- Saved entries
*-*-*

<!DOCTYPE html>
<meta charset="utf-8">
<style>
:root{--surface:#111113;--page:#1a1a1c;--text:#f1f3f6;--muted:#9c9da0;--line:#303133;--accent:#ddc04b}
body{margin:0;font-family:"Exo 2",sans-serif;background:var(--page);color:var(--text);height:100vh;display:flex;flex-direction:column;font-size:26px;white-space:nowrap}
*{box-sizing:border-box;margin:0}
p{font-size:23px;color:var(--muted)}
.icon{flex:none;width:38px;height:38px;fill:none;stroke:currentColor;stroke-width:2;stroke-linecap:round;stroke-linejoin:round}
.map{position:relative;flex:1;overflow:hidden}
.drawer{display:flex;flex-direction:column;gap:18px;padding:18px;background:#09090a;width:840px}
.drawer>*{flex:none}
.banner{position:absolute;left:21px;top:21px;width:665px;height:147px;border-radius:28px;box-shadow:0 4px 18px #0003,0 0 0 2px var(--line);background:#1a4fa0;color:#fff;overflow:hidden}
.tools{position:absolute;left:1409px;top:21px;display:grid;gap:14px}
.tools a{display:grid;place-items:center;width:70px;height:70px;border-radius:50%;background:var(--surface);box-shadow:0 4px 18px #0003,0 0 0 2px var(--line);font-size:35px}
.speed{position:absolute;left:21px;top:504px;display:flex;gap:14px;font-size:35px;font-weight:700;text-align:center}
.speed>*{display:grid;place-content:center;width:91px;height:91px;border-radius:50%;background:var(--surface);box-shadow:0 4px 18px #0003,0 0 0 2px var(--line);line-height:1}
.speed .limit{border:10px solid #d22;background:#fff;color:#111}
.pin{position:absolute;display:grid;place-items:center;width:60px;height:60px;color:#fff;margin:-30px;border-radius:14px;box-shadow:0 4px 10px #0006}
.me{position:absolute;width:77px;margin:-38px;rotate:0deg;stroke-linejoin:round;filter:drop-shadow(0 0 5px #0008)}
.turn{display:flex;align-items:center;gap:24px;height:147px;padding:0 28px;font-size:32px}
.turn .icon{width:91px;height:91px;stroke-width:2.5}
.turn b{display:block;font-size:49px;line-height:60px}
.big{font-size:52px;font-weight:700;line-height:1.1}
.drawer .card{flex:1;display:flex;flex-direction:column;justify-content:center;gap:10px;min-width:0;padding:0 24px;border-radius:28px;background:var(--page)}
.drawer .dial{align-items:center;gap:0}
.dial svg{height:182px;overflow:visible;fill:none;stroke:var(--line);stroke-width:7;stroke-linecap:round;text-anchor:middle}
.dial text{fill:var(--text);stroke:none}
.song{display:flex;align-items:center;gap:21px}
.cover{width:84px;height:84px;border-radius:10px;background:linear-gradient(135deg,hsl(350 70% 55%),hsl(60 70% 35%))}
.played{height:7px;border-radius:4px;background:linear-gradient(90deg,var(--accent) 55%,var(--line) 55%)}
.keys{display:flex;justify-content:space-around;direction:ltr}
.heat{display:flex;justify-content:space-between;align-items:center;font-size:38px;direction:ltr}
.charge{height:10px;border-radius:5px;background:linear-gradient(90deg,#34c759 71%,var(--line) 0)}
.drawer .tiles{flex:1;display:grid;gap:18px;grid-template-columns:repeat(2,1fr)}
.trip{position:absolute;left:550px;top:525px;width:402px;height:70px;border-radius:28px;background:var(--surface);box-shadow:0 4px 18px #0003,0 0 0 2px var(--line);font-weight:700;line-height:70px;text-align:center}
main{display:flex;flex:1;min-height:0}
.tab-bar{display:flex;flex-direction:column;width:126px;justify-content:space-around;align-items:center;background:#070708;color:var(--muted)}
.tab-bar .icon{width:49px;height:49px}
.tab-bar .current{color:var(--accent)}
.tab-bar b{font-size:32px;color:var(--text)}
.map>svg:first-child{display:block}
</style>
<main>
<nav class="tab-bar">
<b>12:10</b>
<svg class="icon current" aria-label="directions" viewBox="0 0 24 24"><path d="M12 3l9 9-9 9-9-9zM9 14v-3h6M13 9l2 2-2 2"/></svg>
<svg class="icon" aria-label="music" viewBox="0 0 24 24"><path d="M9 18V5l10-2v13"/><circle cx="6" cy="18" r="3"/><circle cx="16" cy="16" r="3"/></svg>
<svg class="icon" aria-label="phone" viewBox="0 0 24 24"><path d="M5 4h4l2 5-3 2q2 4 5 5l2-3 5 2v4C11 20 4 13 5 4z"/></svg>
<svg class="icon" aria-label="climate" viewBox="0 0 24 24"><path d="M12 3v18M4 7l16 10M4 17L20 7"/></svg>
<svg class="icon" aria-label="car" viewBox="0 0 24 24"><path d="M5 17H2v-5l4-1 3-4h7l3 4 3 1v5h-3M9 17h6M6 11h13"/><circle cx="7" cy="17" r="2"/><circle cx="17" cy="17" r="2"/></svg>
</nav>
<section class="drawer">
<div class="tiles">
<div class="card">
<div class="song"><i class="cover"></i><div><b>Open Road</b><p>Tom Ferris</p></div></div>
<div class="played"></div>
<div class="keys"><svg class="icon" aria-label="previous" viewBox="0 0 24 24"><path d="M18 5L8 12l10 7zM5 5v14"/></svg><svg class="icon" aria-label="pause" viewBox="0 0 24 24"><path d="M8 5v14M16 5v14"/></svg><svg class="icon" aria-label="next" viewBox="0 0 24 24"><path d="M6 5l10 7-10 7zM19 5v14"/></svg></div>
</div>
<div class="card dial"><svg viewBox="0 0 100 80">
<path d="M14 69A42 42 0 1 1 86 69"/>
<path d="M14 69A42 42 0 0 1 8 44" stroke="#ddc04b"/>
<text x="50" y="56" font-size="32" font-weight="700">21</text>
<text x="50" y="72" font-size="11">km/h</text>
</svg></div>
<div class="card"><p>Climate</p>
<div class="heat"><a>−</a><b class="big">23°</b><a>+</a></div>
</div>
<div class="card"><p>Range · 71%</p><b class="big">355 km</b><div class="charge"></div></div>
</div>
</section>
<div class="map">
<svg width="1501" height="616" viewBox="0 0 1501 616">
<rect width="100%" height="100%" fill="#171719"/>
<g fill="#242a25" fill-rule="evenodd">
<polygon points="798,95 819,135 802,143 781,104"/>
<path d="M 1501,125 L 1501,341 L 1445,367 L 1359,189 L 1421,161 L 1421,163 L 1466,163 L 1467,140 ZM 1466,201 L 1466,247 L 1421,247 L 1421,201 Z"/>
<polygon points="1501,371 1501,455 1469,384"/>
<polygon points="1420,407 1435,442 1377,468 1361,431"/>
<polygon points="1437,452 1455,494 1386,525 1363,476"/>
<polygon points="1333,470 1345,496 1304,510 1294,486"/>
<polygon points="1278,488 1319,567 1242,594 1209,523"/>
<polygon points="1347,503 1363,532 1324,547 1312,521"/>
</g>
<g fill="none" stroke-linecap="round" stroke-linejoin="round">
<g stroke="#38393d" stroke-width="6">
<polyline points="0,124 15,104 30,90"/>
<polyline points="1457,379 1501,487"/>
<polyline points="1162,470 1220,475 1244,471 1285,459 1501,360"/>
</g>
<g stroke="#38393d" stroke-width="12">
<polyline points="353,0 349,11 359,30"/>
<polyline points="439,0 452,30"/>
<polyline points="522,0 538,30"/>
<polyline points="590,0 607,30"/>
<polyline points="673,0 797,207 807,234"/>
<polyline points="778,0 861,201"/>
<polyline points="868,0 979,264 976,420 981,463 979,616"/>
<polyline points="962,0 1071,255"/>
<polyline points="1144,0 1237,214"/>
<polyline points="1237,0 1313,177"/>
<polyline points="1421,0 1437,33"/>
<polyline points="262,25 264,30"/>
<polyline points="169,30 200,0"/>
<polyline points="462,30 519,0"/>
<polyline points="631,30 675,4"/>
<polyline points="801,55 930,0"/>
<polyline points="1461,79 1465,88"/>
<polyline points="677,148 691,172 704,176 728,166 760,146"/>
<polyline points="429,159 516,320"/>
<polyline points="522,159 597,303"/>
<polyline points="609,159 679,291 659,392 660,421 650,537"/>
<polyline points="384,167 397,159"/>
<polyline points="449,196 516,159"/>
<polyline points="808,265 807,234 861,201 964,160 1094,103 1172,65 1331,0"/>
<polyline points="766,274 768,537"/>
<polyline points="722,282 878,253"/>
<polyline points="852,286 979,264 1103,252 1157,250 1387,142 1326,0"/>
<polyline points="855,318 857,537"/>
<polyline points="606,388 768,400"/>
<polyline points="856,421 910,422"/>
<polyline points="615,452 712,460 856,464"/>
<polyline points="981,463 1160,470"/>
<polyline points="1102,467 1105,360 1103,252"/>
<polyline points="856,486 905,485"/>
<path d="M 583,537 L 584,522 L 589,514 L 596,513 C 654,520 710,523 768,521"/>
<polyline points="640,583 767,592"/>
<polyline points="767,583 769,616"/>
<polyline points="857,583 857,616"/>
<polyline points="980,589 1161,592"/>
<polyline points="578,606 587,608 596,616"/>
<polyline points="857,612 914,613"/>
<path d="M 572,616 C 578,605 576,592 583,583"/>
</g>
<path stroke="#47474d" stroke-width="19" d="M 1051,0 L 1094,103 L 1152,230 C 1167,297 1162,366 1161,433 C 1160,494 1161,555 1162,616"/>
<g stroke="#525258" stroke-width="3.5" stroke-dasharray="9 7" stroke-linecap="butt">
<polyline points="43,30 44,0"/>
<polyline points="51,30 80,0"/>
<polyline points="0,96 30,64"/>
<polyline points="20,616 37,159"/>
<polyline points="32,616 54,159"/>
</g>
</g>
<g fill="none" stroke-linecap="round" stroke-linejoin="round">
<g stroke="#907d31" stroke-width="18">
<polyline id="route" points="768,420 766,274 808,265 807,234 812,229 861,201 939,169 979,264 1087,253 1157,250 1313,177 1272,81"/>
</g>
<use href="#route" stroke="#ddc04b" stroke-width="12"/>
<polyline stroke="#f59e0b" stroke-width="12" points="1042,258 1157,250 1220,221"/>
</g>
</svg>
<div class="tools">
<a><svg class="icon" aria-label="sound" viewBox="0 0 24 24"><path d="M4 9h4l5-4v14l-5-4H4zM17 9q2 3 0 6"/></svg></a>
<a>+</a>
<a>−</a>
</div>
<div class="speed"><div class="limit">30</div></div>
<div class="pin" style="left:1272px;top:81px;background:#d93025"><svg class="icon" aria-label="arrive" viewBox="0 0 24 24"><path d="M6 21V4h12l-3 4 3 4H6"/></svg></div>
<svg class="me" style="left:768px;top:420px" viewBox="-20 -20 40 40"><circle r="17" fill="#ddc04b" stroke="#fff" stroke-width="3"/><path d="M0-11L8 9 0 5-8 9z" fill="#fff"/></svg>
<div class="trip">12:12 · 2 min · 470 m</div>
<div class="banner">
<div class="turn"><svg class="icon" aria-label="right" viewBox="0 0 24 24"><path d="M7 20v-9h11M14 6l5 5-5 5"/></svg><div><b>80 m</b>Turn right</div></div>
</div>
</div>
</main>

*-*-*

- EXERCISE GOAL
Return each line of the entries that holds the string "hidden".

- TASK RESPONSE
.map{position:relative;flex:1;overflow:hidden}
.banner{position:absolute;left:21px;top:21px;width:665px;height:147px;border-radius:28px;box-shadow:0 4px 18px #0003,0 0 0 2px var(--line);background:#1a4fa0;color:#fff;overflow:hidden}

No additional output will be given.